White label o franchising: qual è il modello giusto per la tua attività di mobilità?
L'avvio di una nuova attività di mobilità comporta molte decisioni, ma una delle più importanti è scegliere il modello giusto per la crescita. Che tu stia pensando di lanciare una flotta di scooter elettrici, un'app di ride-hailing o il car sharing nella tua città, ci sono due strade principali da prendere in considerazione: entrare in franchising o creare il tuo marchio utilizzando una soluzione white label.
Entrambi i modelli offrono evidenti vantaggi ed entrambi presentano aspetti negativi. Ciò che funziona meglio dipende dai tuoi obiettivi, dalla tua esperienza e dalla tua visione a lungo termine.
Cos'è il franchising nella mobilità?
Franchising significa entrare a far parte di un marchio esistente e operare con il suo nome, i suoi sistemi e la sua tecnologia. Ad esempio, una flotta di taxi locale potrebbe diventare un partner per il ride-hailing di Bolt, ottenendo così l'accesso alla tecnologia, alla base di utenti e alla reputazione di Bolt. Analogamente, nel settore della micromobilità, alcuni marchi consentono agli imprenditori locali di lanciare servizi di condivisione di scooter elettrici o bici in franchising.

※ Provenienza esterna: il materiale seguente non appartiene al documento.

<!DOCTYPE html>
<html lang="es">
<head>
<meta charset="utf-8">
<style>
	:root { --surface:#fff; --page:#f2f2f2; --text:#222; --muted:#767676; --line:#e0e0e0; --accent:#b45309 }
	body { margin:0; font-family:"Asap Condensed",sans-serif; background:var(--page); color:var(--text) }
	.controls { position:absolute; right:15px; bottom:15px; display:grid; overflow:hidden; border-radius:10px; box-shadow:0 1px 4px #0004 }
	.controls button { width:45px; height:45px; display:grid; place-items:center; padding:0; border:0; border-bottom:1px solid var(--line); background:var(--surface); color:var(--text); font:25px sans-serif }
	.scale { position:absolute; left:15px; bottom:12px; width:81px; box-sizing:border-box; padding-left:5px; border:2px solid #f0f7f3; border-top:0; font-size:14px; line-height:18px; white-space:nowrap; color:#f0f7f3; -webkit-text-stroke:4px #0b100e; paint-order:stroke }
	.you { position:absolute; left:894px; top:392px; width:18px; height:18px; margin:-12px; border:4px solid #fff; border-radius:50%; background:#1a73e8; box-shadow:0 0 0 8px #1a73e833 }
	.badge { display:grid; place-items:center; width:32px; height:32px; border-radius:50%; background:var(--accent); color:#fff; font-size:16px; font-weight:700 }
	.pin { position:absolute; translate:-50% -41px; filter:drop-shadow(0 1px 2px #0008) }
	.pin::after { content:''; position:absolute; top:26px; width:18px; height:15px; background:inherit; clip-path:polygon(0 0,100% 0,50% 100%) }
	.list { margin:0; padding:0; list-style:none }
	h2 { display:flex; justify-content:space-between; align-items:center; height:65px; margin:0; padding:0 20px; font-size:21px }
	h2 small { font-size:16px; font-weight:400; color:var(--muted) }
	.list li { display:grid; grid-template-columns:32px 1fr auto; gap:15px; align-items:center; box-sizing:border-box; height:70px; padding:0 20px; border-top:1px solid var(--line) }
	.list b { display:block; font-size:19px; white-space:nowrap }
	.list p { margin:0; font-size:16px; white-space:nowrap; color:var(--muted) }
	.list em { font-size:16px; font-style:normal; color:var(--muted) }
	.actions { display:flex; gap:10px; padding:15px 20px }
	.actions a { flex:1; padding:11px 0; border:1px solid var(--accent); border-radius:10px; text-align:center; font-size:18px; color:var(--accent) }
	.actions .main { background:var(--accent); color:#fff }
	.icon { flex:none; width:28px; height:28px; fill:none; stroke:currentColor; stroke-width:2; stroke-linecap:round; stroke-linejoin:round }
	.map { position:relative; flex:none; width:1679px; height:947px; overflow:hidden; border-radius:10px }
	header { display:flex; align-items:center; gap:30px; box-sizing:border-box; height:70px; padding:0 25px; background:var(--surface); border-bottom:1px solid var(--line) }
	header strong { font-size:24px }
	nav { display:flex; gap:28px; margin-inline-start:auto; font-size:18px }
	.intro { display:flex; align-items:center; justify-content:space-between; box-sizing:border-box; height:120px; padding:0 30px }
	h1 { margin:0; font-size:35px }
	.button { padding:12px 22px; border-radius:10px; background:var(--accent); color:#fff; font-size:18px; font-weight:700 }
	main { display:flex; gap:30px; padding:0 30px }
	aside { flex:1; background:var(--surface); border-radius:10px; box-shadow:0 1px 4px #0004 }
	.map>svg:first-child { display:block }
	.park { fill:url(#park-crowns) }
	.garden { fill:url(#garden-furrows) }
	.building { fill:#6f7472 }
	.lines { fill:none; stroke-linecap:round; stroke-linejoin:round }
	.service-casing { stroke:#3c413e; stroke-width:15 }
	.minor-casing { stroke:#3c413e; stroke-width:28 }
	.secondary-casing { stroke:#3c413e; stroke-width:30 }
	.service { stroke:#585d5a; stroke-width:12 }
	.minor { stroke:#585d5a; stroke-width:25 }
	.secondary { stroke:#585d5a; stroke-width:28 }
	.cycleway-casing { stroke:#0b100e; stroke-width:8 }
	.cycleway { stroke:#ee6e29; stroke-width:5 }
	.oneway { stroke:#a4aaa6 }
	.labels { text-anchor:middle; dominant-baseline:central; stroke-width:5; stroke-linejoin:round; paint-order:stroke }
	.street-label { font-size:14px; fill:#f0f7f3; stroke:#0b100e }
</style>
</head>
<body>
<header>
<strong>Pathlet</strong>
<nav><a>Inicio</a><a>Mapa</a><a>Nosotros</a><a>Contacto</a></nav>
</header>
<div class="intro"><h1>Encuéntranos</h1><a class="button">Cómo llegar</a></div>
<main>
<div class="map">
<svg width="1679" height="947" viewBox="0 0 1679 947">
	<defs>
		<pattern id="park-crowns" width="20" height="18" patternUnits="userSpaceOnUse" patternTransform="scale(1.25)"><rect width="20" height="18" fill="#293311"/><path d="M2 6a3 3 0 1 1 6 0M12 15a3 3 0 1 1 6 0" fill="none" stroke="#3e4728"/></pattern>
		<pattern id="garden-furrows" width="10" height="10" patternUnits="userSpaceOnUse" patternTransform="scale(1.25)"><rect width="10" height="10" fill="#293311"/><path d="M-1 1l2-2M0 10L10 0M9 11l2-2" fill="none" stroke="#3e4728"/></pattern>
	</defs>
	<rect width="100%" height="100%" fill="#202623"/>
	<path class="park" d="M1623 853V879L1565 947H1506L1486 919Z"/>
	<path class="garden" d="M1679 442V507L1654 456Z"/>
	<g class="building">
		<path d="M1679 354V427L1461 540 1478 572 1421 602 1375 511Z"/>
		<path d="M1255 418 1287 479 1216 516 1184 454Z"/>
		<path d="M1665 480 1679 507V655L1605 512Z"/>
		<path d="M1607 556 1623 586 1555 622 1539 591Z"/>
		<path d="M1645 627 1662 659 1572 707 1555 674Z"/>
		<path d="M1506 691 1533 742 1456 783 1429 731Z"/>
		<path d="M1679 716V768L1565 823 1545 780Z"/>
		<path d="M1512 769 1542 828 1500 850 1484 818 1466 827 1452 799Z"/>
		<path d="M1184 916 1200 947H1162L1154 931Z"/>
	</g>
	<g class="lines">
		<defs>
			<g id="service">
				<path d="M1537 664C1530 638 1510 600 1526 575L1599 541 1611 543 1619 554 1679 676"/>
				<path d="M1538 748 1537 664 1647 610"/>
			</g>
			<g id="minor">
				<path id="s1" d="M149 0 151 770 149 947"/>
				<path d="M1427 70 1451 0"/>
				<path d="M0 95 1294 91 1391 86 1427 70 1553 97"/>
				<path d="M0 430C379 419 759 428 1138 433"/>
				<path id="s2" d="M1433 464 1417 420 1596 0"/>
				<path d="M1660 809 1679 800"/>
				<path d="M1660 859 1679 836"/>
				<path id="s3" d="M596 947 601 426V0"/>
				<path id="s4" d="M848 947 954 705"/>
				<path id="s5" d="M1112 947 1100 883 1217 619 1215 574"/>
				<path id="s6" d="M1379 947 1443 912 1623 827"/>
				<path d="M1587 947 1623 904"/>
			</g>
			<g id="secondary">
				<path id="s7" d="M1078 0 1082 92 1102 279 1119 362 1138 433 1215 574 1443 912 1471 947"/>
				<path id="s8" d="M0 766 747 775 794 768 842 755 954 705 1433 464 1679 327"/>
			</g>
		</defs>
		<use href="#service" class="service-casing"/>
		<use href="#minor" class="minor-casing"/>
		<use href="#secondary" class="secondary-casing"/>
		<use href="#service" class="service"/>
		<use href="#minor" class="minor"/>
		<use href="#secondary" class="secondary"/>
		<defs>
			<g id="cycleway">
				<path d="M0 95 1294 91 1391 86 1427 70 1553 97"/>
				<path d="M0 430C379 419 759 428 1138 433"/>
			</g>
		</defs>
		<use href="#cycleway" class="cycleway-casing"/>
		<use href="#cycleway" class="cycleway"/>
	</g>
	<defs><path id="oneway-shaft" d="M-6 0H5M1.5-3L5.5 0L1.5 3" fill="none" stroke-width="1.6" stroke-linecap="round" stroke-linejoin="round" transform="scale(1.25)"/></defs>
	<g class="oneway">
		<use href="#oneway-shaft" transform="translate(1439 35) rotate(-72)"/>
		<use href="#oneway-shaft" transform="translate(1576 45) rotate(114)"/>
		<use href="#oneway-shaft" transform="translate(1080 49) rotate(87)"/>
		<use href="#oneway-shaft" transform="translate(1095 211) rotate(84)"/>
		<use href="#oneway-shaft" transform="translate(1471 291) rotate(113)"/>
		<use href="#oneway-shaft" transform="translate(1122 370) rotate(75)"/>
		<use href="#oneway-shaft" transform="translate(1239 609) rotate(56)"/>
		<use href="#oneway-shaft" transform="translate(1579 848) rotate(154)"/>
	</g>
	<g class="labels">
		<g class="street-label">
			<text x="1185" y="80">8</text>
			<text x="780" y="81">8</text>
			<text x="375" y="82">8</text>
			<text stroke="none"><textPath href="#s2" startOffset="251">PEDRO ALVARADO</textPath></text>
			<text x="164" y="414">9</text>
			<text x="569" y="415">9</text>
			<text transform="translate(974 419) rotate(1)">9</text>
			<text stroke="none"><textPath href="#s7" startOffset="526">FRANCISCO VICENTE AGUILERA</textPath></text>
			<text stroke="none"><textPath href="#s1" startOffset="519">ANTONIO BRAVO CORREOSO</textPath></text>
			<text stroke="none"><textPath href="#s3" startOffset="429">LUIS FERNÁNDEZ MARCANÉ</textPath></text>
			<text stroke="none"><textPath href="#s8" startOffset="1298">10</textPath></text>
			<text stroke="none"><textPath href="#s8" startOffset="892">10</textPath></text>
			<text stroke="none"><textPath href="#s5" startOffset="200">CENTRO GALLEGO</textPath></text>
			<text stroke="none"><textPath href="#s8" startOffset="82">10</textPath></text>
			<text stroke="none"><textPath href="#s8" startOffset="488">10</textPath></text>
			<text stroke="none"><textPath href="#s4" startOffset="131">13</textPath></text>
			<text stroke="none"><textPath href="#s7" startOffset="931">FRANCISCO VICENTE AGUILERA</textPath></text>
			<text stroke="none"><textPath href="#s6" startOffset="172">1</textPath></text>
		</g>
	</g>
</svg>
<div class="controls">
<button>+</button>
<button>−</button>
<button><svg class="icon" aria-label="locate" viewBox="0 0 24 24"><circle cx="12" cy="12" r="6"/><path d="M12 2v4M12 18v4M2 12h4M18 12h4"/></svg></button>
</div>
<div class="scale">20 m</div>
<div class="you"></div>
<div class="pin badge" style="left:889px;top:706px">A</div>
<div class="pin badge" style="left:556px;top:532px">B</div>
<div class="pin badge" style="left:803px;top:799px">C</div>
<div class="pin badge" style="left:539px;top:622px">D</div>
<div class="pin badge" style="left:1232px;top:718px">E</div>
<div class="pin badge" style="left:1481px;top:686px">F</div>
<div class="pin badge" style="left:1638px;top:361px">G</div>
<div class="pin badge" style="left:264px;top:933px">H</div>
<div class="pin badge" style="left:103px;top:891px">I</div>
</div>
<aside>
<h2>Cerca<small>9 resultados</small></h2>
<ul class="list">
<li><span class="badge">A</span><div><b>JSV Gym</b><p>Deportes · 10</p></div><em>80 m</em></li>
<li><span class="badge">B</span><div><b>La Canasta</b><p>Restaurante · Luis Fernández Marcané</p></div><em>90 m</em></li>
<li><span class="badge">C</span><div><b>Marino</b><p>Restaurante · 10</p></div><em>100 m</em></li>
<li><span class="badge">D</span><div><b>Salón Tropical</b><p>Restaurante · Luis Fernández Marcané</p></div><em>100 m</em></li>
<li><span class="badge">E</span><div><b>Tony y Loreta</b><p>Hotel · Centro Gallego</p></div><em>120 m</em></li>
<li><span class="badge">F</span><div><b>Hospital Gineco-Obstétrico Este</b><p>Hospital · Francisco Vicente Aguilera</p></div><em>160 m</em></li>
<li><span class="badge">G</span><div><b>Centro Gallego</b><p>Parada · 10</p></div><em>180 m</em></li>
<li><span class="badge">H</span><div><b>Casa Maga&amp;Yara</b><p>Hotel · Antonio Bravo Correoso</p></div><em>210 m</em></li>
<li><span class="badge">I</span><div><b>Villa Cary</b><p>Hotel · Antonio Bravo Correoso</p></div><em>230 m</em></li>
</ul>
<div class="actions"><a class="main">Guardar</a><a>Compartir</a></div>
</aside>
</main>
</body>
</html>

Questo modello è popolare perché può ridurre significativamente il tempo e gli sforzi necessari per il lancio. Invece di sviluppare la propria tecnologia, il proprio marchio, la propria strategia di marketing e i propri sistemi operativi, si ottiene un pacchetto, un'attività «pronta all'uso», da un marchio che conosce già le basi.
Franchising: pro e contro
Il principale vantaggio del franchising è la velocità e la semplicità. Non è necessario costruire tutto da zero. Operate con un nome riconosciuto, il che può facilitare il marketing. Spesso, ricevi anche supporto operativo e una guida chiara da seguire.
Ma ci sono anche aspetti negativi. In qualità di franchisee, non hai il pieno controllo del marchio, dei clienti e della tecnologia. Potresti avere una flessibilità limitata per sperimentare o adattare il servizio alle tue esigenze locali. Anche le commissioni di franchising o i modelli di compartecipazione alle entrate possono ridurre il margine di profitto. E se il marchio ha problemi di reputazione altrove, ciò può avere un impatto sulla tua attività locale, anche se stai facendo tutto nel modo giusto.
Esempi reali di franchising di micromobilità di successo:
PRELIEVO, una società di condivisione di scooter elettrici con sede negli Stati Uniti, si è espansa con successo attraverso un modello di franchising collaborando con operatori locali in tutti gli Stati Uniti. Gli imprenditori possono lanciare e gestire servizi a marchio LEVY nelle loro città, sfruttando il software, l'hardware e il know-how operativo collaudati di LEVY. Questo modello ha aiutato LEVY a espandersi rapidamente mantenendo una qualità costante del marchio e del servizio.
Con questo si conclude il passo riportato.